The report looked at the history of Savile's relationship with the force, including reports that officers attended his well-known Friday Morning Club at his Leeds flat.
The report concluded:
"There is no evidence that he was protected from arrest or prosecution for any offences as a result of his relationship with WYP, or individual friendships with officers.
All of those people spoken to who had knowledge of the Friday Morning Club described it as a 'coffee morning'."
Savile had friends who were police officers, but he also had friends that were solicitors, doctors and many other professions.
All inquiries have shown that Savile was able to hide his offending from those he came into contact with and who probably thought that they knew him well.''
The report also examined the way in which WYP used Savile's celebrity status to front a range of campaigns and appeals.

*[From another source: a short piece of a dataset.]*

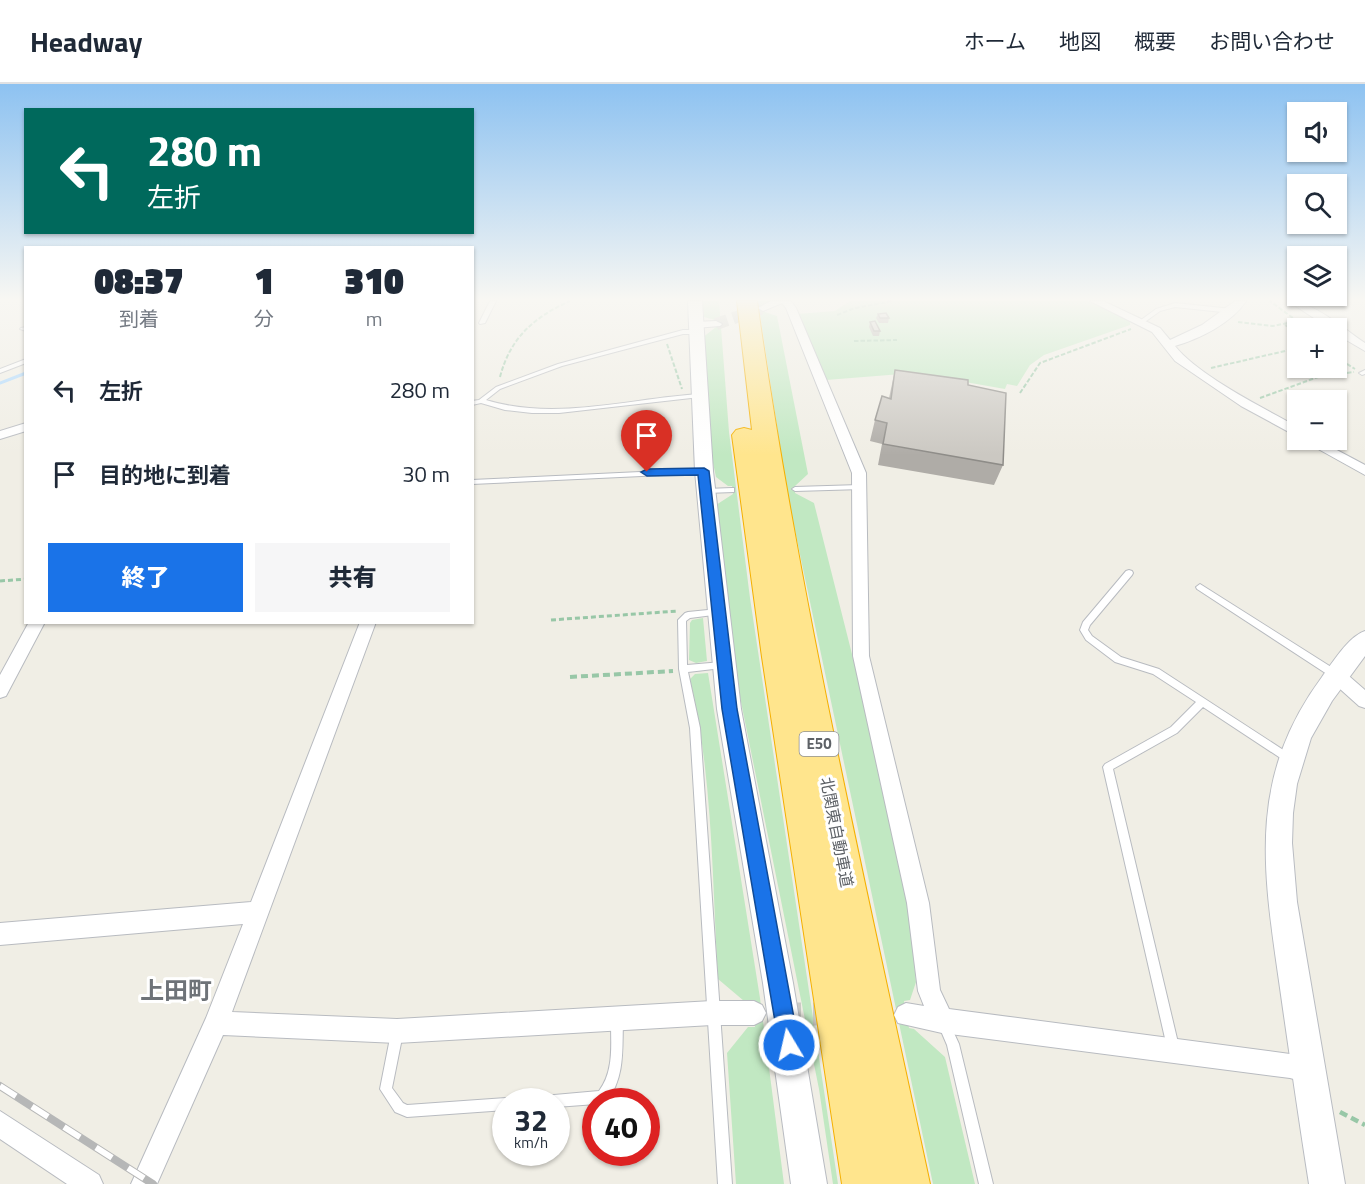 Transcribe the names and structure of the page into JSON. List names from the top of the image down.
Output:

It stressed that at the time he was "seen by most of the public as a man who did good work''.
But it concluded:
"The review team have concerns regarding the absence of a process to secure Savile's services for some of these events and also the over reliance on personal friendships that developed between Savile and some officers over a number of years to secure that support."

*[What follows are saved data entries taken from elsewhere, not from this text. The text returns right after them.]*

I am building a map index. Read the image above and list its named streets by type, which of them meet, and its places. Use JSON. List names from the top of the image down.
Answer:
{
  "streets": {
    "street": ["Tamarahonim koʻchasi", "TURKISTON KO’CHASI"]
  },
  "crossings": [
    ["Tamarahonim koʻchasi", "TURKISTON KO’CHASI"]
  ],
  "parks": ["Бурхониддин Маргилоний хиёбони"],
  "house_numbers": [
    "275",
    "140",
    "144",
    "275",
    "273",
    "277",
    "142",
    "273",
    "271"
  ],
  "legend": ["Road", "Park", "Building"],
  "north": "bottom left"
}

The report said 68 of Savile's victims have now come forward in the force area.
In June 2009 Surrey Police wrote to Savile asking that he make contact and it is documented that WYP offered officer support if that interview was to be in West Yorkshire.
The report said an inspector from WYP - Insp A - contacted Surrey Police control on behalf of Savile because the DJ had lost the investigating officer's contact details.

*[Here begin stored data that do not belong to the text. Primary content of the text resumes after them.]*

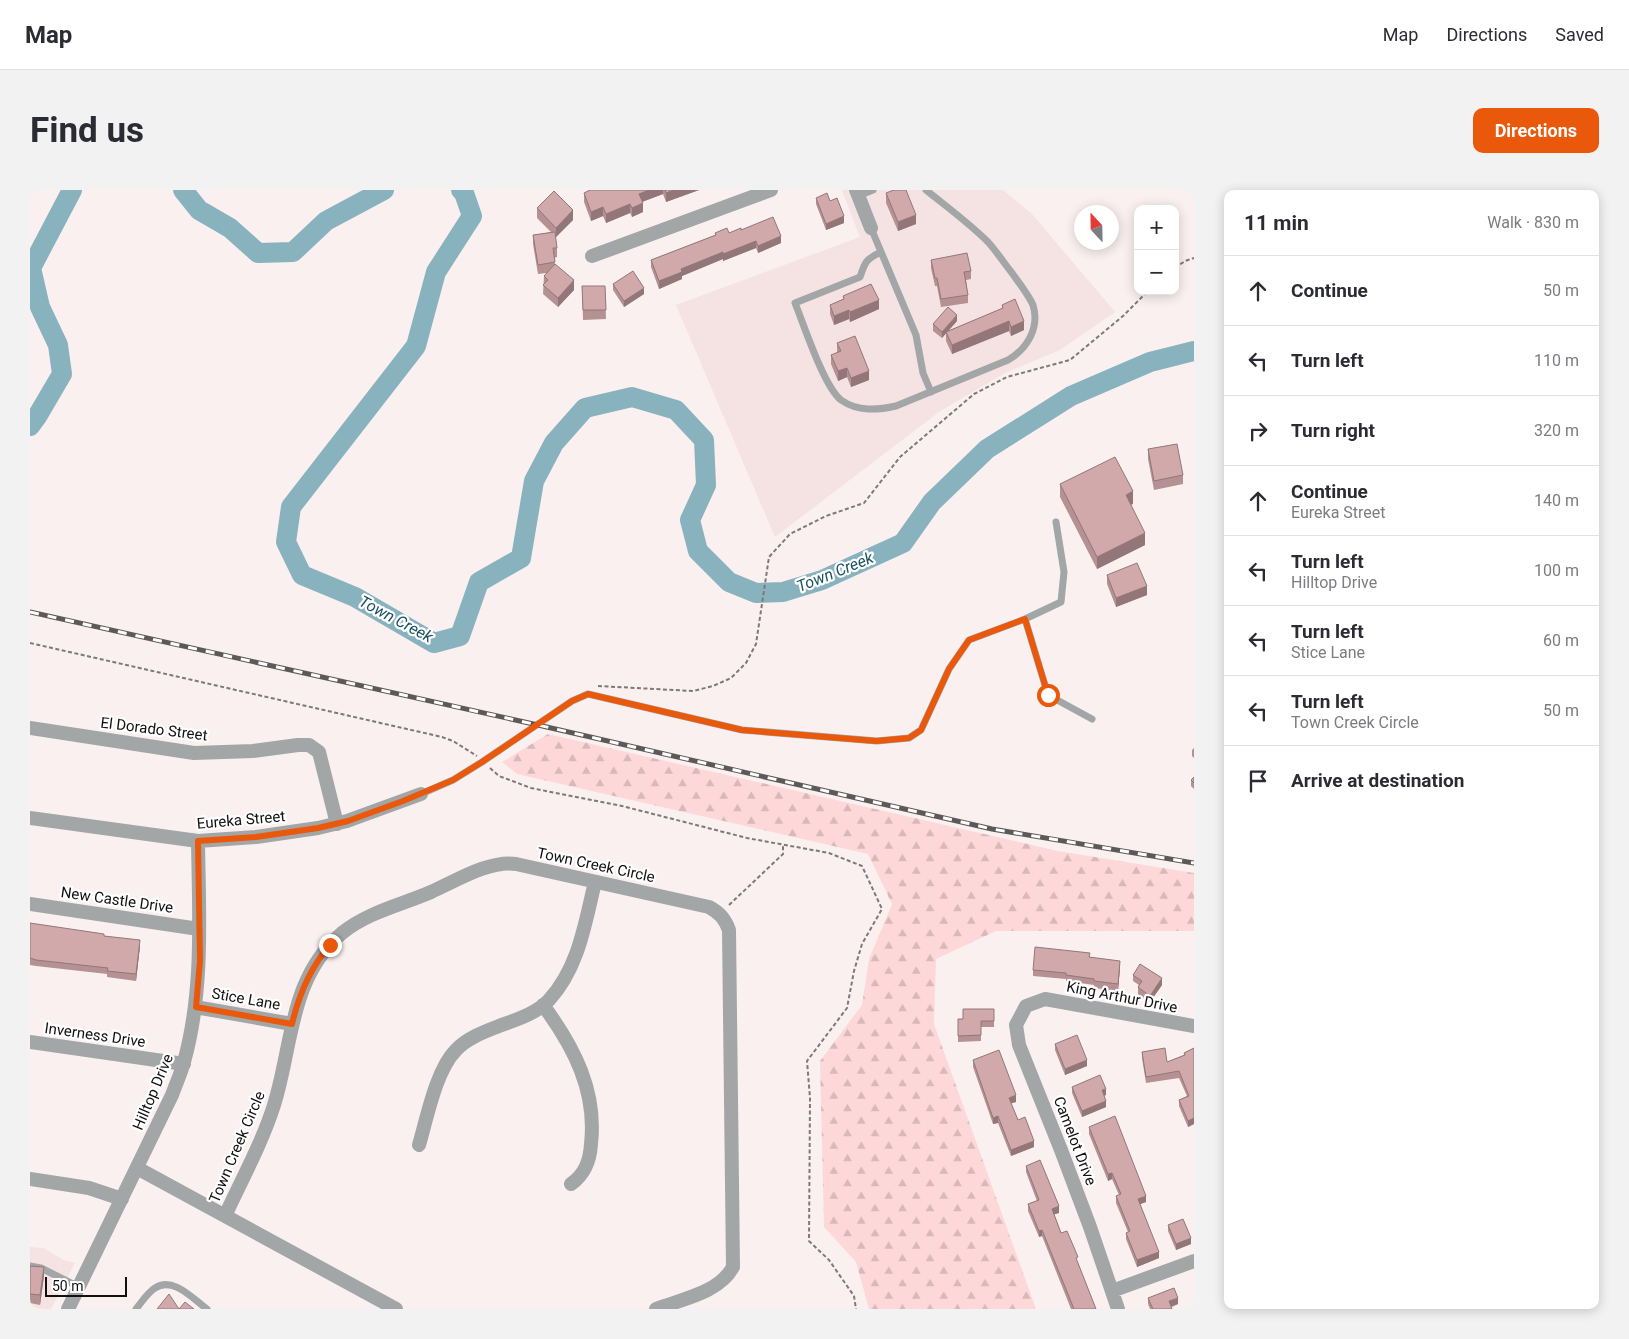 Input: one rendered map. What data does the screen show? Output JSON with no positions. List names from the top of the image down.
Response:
{
  "streets": {
    "street": [
      "El Dorado Street",
      "Eureka Street",
      "Town Creek Circle",
      "New Castle Drive",
      "King Arthur Drive",
      "Stice Lane",
      "Inverness Drive",
      "Hilltop Drive",
      "Camelot Drive"
    ]
  },
  "crossings": [
    ["El Dorado Street", "Eureka Street"],
    ["Eureka Street", "Hilltop Drive"],
    ["Town Creek Circle", "Stice Lane"],
    ["Town Creek Circle", "Hilltop Drive"],
    ["New Castle Drive", "Hilltop Drive"],
    ["King Arthur Drive", "Camelot Drive"],
    ["Stice Lane", "Hilltop Drive"],
    ["Inverness Drive", "Hilltop Drive"]
  ],
  "water": ["Town Creek"],
  "scale_bar": "50 m",
  "north": "top",
  "page": {
    "header": "Map",
    "nav": ["Map", "Directions", "Saved"],
    "buttons": "Directions",
    "title": "Find us",
    "heading": ["11 min", "Walk · 830 m"],
    "map_buttons": ["+", "−"],
    "list": [
      ["Continue", "50 m"],
      ["Turn left", "110 m"],
      ["Turn right", "320 m"],
      ["Continue", "Eureka Street", "140 m"],
      ["Turn left", "Hilltop Drive", "100 m"],
      ["Turn left", "Stice Lane", "60 m"],
      ["Turn left", "Town Creek Circle", "50 m"],
      "Arrive at destination"
    ],
    "scale": "50 m"
  }
}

During that conversation Insp A said he was a personal friend of Savile and also that "Jimmy gets so many of these type of complaints''.
Insp A provided a contact number to Surrey Police for Savile.
The report said:
"This was done by Insp A on WYP recorded communications systems but due to the passage of time therecording has now been destroyed in line with force policy at that time.''
The report said that Surrey officers said "that on initial contact, Savile had told them there was a West Yorkshire Inspector who normally deals with this sort of thing''.
Alan Collins, who represents more than 40 of Savile's victims, said he was "not impressed''.
He told ITV's Daybreak:
"The report begs a lot more questions.
It provides some answers but the report reveals memories that are not as sharp as perhaps they ought to be, 'can't remember', documents that can't seem to be located.
It doesn't add up. It seems to me that West Yorkshire Police over the years failed to join up the dots.
They had intelligence that something wasn't right, if I can put it as mildly as that, and, against that background, they were using Savile for crime prevention campaigns and so on.
So he's been given this aura of respectability again and again actually by West Yorkshire Police.
There are many, many excellent police officers.
But my take is that there seems to be a collective myopia and the collective myopia is evidenced by Savile.
Savile was able to run rings around the police for decades. He used police officers.